Tuesday, March 24, 2009


Cindy blogged about eliminating toxicity today and I clicked over and read the link she posted about dealing with toxic peopl and I realized that in all actuality, some of the the people who I have allowed to become toxic to me aren't really toxic people. It's my response to them that makes them toxic.

Over the past several years different ones of my children seem to fill this role -- the role of making me overinvolved and anxious in their lives. It is usually when they are caring so little about their own life when I care so much about them. Currently, as you know, this toxic relationship is the one I have with Salinda and it has been that way off and on for the past two-three years.

The article says
They cause other people pain, craziness, and aggravation. They are not hard to recognize. Just take notice of how you feel when you are around one of these people. It will be easy to determine. You will immediately feel sick and experience physical symptoms like a headache or stomach pain. Or you will just feel like you are going crazy, but don't worry that is the true mark of being with a toxic person. Remember this so that you will be better able to identify a toxic person.

Salinda is not like these toxic people described in the article. Sure, she's made some bad choices, and she has some flaws, but she is not nearly like what is described. But my pathetic response to her is toxic and all consuming some days to the point that I get very angry with myself. Her life and her choices exhaust me. As much as I want to do what the article suggests and mentally walk away from her, the more I am drawn in to try and help, when helping does absolutely nothing.

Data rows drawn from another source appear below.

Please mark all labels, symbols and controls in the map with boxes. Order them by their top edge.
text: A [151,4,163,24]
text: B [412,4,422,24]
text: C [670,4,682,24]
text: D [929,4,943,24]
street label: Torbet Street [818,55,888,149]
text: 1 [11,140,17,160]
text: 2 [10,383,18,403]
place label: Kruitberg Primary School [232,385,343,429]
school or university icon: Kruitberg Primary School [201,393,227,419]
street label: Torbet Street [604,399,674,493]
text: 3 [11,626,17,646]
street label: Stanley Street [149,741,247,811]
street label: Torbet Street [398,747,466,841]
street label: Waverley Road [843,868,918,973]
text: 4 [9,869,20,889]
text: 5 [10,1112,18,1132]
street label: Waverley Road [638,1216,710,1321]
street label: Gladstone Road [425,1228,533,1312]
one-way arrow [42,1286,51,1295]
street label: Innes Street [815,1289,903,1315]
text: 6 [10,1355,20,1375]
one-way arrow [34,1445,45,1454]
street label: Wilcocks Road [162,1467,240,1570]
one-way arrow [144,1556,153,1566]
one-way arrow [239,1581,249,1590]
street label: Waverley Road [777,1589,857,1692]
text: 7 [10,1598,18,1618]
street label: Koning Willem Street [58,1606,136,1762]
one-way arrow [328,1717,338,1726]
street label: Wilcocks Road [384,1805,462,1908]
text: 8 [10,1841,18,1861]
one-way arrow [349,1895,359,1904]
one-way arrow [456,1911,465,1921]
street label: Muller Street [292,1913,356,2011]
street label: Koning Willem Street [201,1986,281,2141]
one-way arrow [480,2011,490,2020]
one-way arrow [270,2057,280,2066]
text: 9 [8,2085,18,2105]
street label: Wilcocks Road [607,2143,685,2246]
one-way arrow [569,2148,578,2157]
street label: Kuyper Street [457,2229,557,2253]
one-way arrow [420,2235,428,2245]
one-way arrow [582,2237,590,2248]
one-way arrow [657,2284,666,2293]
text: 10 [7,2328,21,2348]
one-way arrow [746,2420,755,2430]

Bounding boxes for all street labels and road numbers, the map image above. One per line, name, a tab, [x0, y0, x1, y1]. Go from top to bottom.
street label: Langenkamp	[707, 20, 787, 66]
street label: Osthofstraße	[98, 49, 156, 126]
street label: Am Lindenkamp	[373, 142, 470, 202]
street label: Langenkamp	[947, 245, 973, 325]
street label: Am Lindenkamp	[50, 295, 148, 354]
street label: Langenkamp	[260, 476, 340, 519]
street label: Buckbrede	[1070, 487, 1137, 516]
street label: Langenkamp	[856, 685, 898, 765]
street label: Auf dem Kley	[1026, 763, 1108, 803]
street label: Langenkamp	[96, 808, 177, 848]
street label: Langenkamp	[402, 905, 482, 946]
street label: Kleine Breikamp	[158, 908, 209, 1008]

I think that the most interesting piece of this "conflict" she and I are having is that it really isn't a conflict at all -- it's me having a conflict with myself. I need to let go and walk away as her life is sucking the life out of mine. But she doesn't care one bit -- in fact, I'm not even sure she knows what is going on with me. She is so wrapped up in her own fog of teenage girl drama that I'm not sure that she even knows I'm alive. So while I sit and stew about her failing online high school, she salivates over catalogs of $600 prom dresses....

I am getting ready to speak 3 times in the next month about how to survive kids and I need to follow my own advice. I conclude my 12 Survival Tips Speech with the following anonymous quote:

Lord, grant me the serenity to accept the people I cannot change, the courage to change the person I can, and the wisdom to know it's me.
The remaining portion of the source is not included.